References
Canine pheochromocytoma: diagnosis and surgical management

Abstract
Although pheochromocytomas are uncommon in dogs, awareness of this type of adrenal tumour is important because of the life-threatening consequences related to their functionality. Pheochromocytomas may periodically produce catecholamines, accounting for many of the intermittent clinical signs seen, the inconsistent nature of which can make pheochromocytomas challenging to diagnose. The treatment of choice is surgical excision and optimal outcome relies on careful perioperative medical management to decrease the anaesthetic risk associated with paroxysmal release of catecholamines during surgical manipulation. Both surgical and anaesthetic management can be extremely challenging in cases of pheochromocytoma. However, in cases in which metastasis has not occurred, good survival times are achievable.
Pheochromocytomas are tumours of the adrenal medulla which develop from the chromaffin cells within the inner medulla, with a high rate of metastasis and local invasion (Gilson et al, 1994b; Barthez et al, 1997). This is an uncommon tumour type, most often diagnosed in older dogs, but without any sex or breed predisposition.

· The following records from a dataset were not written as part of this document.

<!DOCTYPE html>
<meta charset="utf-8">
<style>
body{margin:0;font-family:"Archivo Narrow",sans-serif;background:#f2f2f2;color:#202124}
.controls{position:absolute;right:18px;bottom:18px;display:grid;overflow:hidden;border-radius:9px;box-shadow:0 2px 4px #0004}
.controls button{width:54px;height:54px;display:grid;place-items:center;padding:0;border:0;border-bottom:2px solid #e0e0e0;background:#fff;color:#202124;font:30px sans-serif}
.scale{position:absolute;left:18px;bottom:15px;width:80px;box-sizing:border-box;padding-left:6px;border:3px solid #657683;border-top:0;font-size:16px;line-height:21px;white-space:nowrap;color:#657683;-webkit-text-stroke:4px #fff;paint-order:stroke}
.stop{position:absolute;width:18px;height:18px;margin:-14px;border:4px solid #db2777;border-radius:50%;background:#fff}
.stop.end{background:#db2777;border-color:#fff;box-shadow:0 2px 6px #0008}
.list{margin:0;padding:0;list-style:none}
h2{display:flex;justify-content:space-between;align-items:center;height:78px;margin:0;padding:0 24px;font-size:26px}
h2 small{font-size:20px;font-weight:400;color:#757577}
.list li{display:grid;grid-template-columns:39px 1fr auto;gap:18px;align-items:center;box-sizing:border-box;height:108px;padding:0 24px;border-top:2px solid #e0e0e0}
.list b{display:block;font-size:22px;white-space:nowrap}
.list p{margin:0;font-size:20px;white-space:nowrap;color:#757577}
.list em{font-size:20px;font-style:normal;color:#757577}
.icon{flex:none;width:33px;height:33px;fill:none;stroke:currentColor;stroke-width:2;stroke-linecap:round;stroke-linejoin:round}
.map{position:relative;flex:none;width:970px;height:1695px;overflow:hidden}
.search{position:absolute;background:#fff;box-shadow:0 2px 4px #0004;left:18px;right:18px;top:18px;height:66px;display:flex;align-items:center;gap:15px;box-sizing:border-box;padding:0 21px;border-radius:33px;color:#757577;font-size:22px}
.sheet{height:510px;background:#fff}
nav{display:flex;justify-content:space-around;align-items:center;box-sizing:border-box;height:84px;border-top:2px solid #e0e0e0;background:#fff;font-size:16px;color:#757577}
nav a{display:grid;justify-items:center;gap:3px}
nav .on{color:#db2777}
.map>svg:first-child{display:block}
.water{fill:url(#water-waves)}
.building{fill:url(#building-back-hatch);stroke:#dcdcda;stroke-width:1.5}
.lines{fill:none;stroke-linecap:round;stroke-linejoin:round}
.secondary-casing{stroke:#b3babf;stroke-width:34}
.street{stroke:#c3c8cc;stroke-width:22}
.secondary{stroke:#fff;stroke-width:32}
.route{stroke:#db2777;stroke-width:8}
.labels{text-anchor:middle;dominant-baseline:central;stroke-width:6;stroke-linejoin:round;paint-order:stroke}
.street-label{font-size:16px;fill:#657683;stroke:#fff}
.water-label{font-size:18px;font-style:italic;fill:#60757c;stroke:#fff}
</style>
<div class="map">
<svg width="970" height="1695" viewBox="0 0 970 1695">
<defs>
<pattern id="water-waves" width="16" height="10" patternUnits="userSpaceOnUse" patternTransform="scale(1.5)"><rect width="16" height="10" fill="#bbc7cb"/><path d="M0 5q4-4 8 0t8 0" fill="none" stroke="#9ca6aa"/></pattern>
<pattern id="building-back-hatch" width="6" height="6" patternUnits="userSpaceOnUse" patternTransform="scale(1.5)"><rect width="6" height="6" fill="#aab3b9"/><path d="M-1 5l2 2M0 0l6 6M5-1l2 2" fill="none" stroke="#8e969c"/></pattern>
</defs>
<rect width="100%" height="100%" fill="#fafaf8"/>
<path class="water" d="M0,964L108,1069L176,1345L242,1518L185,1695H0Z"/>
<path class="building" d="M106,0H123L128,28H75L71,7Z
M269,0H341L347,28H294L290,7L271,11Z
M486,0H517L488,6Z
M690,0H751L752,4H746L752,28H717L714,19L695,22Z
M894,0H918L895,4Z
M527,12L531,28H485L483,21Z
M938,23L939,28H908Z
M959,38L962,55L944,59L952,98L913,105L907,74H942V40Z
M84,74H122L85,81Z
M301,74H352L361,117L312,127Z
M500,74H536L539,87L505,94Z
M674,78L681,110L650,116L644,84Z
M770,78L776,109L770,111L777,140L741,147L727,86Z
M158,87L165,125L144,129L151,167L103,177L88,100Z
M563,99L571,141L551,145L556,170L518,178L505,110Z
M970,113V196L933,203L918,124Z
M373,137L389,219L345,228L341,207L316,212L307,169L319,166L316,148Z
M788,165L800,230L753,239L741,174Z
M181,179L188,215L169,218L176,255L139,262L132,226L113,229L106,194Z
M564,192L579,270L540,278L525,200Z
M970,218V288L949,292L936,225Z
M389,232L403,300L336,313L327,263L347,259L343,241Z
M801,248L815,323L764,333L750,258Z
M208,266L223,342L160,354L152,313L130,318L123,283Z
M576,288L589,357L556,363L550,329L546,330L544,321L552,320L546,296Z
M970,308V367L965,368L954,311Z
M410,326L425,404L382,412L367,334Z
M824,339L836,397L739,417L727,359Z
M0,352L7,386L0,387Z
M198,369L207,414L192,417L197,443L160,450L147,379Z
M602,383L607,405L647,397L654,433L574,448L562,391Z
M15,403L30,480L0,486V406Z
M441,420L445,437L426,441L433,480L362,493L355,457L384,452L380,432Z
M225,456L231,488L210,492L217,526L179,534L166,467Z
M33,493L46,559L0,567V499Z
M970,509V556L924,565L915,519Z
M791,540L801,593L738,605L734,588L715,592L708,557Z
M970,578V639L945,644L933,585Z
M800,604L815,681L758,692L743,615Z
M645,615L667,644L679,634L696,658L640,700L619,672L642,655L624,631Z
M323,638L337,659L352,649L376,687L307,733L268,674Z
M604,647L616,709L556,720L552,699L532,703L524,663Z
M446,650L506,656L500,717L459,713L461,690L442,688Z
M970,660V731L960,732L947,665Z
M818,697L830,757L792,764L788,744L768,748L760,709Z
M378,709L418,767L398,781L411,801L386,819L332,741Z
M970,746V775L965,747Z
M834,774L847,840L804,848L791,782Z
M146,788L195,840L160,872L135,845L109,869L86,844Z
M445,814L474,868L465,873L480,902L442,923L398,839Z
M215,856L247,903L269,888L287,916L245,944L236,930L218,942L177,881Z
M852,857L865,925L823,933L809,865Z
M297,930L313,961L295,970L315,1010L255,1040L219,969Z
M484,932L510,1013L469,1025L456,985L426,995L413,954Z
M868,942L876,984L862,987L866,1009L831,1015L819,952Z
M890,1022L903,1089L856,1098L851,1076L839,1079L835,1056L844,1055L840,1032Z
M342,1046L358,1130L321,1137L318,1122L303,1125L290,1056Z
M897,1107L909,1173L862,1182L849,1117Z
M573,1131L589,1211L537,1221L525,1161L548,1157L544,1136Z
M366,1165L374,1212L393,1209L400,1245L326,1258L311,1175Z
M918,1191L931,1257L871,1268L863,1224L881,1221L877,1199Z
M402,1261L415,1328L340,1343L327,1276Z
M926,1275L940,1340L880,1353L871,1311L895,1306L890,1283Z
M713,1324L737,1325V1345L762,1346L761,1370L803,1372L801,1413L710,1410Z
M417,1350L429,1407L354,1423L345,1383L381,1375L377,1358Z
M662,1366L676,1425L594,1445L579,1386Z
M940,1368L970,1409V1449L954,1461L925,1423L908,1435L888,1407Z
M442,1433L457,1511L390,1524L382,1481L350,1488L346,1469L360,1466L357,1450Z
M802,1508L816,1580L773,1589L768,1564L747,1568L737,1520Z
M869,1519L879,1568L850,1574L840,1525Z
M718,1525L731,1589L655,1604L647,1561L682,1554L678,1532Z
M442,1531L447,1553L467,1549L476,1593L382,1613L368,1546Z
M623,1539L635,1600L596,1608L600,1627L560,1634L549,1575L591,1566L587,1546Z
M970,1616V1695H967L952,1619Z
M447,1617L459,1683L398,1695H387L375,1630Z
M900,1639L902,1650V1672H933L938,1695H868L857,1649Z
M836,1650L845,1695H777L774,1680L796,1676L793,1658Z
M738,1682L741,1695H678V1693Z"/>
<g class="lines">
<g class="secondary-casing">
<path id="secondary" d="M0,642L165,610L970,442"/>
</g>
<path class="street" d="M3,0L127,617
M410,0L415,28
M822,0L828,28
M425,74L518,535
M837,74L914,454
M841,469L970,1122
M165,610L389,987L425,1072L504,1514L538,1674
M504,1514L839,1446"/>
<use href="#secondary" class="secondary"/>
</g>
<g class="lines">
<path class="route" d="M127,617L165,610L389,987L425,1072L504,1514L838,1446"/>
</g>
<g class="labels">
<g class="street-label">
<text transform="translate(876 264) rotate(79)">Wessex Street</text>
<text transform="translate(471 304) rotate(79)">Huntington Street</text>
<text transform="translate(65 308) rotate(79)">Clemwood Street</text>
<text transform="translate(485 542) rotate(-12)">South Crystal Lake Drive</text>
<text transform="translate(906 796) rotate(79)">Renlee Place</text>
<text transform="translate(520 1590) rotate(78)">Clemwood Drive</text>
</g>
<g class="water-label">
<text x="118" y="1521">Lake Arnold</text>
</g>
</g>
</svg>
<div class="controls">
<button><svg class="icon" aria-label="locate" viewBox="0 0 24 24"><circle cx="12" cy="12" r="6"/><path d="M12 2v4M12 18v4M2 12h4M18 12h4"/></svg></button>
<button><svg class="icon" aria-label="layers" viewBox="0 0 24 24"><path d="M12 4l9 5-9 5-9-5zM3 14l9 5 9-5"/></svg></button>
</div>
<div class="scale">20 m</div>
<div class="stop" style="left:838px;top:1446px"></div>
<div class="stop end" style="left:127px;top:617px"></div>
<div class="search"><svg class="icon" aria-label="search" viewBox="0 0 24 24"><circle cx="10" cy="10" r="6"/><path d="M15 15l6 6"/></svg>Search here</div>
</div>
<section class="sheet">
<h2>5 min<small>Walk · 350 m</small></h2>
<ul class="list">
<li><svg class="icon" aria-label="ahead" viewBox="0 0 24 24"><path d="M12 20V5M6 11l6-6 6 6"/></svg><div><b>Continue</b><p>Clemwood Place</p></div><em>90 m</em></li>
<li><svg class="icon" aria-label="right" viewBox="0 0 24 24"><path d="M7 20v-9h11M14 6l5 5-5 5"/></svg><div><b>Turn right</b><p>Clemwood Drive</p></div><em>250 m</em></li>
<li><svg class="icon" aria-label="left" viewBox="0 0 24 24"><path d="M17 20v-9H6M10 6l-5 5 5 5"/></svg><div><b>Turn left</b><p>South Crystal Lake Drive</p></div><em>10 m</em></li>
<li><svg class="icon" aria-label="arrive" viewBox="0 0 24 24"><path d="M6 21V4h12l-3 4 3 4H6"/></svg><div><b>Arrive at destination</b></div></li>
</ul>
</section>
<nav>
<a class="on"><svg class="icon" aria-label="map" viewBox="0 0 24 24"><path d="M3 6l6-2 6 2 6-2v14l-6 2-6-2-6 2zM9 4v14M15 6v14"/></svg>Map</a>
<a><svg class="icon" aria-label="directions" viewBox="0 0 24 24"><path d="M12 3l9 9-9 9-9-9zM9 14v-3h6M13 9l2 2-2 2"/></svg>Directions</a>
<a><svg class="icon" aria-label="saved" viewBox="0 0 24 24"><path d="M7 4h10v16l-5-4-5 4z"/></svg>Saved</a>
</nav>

Clinical signs associated with pheochromocytomas are secondary to the release of catecholamines, local infiltration and metastatic disease (Gilson et al, 1994b; Barthez et al, 1997). Catecholamine release results in hyperstimulation of alpha- and beta-adrenergic receptors, leading to hypertension, tachyarrhythmias and, in some cases, sudden death. Catecholamine release is often paroxysmal in nature, thus clinical signs can be intermittent. Hypertension is reported in approximately 50% of cases (Barthez et al, 1997) and can cause associated clinical signs including signs of renal dysfunction such as polyuria and polydipsia, epistaxis and acute onset blindness after retinal detachment. Tachyarrhythmias can cause weakness and episodic collapse. Local tumour invasion into the vena cava, predominantly via the phrenicoabdominal vein, can give rise to tumour thrombi and obstructed venous return, leading to pelvic limb oedema or ascites. Distant metastasis occurs in up to 40% of cases in sites such as the regional lymph nodes, liver, spleen, lung and vertebral column (Gilson et al, 1994b; Barthez et al, 1997; Spall et al, 2011). Therefore, clinical signs attributable to metastasis may be many and varied. On occasion, a pheochromocytoma is found incidentally on abdominal imagining during investigation for other disease processes and has no associated clinical signs.